(215 ILCS 5/356m) (from Ch. 73, par. 968m)
    Sec. 356m. Infertility coverage.
    (a) No group policy of accident and health insurance providing coverage for more than 25 employees that provides pregnancy related benefits may be issued, amended, delivered, or renewed in this State after the effective date of this amendatory Act of the 99th General Assembly unless the policy contains coverage for the diagnosis and treatment of infertility including, but not limited to, in vitro fertilization, uterine embryo lavage, embryo transfer, artificial insemination, gamete intrafallopian tube transfer, zygote intrafallopian tube transfer, and low tubal ovum transfer.
    (b) The coverage required under subsection (a) is subject to the following conditions:
        (1) Coverage for procedures for in vitro
    
fertilization, gamete intrafallopian tube transfer, or zygote intrafallopian tube transfer shall be required only if:
            (A) the covered individual has been unable to
        
attain a viable pregnancy, maintain a viable pregnancy, or sustain a successful pregnancy through reasonable, less costly medically appropriate infertility treatments for which coverage is available under the policy, plan, or contract;
            (B) the covered individual has not undergone 4
        
completed oocyte retrievals, except that if a live birth follows a completed oocyte retrieval, then 2 more completed oocyte retrievals shall be covered; and
            (C) the procedures are performed at medical
        
facilities that conform to the American College of Obstetric and Gynecology guidelines for in vitro fertilization clinics or to the American Fertility Society minimal standards for programs of in vitro fertilization.
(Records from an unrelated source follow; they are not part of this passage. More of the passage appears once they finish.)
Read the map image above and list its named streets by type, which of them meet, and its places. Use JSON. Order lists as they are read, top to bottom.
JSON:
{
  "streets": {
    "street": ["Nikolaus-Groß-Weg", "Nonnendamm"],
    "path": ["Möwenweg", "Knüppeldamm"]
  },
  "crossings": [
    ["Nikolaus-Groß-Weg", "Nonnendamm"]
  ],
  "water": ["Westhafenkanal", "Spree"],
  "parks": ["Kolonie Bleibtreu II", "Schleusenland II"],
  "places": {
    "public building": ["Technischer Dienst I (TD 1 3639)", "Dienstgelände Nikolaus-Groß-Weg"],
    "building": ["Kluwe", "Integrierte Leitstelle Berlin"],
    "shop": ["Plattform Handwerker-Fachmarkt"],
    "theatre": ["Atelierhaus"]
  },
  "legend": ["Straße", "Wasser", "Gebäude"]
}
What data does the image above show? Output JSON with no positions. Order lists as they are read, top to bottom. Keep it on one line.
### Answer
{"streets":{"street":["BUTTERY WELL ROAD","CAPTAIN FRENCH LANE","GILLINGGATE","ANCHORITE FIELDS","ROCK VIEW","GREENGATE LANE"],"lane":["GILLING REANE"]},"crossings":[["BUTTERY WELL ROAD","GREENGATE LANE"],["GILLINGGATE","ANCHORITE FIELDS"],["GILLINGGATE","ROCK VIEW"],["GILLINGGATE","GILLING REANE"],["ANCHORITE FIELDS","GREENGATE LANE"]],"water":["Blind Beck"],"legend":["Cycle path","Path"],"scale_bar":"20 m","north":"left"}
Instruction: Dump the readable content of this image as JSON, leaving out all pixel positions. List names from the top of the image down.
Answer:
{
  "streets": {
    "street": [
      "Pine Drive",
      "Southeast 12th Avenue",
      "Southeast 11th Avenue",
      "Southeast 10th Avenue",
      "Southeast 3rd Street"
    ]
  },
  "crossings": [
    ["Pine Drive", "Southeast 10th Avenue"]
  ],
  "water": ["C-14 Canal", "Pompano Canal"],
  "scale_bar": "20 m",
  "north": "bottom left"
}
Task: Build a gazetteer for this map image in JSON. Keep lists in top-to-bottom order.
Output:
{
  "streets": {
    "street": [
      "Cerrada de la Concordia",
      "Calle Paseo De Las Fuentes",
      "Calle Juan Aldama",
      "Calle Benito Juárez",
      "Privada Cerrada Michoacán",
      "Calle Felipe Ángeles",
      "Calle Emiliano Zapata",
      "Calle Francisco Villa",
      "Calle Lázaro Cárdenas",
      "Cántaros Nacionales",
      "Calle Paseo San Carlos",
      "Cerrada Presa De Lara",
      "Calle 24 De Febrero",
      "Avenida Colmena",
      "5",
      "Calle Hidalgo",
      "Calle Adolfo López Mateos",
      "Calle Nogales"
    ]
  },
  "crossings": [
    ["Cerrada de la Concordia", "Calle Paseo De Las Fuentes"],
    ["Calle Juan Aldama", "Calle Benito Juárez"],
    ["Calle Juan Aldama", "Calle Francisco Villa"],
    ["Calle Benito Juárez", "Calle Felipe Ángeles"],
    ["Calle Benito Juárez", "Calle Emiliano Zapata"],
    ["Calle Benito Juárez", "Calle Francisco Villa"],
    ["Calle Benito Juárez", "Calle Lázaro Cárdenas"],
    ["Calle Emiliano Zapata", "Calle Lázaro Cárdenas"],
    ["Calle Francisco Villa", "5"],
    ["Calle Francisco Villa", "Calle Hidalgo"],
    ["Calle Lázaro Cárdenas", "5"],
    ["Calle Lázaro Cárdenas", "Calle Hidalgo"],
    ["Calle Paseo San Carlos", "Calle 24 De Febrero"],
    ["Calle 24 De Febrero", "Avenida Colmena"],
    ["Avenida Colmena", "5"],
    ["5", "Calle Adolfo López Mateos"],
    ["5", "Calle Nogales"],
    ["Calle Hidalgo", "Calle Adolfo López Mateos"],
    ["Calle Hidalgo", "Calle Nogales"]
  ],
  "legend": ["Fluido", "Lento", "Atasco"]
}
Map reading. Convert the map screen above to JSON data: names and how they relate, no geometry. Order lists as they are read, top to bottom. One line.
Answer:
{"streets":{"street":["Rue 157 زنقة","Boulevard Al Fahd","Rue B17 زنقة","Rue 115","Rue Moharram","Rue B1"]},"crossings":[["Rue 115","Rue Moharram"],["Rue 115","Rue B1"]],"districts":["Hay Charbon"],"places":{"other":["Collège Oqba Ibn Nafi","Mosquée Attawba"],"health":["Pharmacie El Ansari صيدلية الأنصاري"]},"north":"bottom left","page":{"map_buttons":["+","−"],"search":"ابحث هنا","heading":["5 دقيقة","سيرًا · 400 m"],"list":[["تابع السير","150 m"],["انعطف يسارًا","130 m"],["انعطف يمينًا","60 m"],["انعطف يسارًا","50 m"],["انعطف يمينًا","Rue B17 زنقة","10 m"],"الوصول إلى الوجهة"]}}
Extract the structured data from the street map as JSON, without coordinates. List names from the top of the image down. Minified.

        (2) The procedures required to be covered under this
    
Section are not required to be contained in any policy or plan issued to or by a religious institution or organization or to or by an entity sponsored by a religious institution or organization that finds the procedures required to be covered under this Section to violate its religious and moral teachings and beliefs.
    (c) As used in this Section, "infertility" means a disease, condition, or status characterized by:
        (1) a failure to establish a pregnancy or to carry a
    
pregnancy to live birth after 12 months of regular, unprotected sexual intercourse if the woman is 35 years of age or younger, or after 6 months of regular, unprotected sexual intercourse if the woman is over 35 years of age; conceiving but having a miscarriage does not restart the 12-month or 6-month term for determining infertility;
        (2) a person's inability to reproduce either as a
    
single individual or with a partner without medical intervention; or
        (3) a licensed physician's findings based on a
    
patient's medical, sexual, and reproductive history, age, physical findings, or diagnostic testing.
    (d) A policy, contract, or certificate may not impose any exclusions, limitations, or other restrictions on coverage of fertility medications that are different from those imposed on any other prescription medications, nor may it impose any exclusions, limitations, or other restrictions on coverage of any fertility services based on a covered individual's participation in fertility services provided by or to a third party, nor may it impose deductibles, copayments, coinsurance, benefit maximums, waiting periods, or any other limitations on coverage for the diagnosis of infertility, treatment for infertility, and standard fertility preservation services, except as provided in this Section, that are different from those imposed upon benefits for services not related to infertility.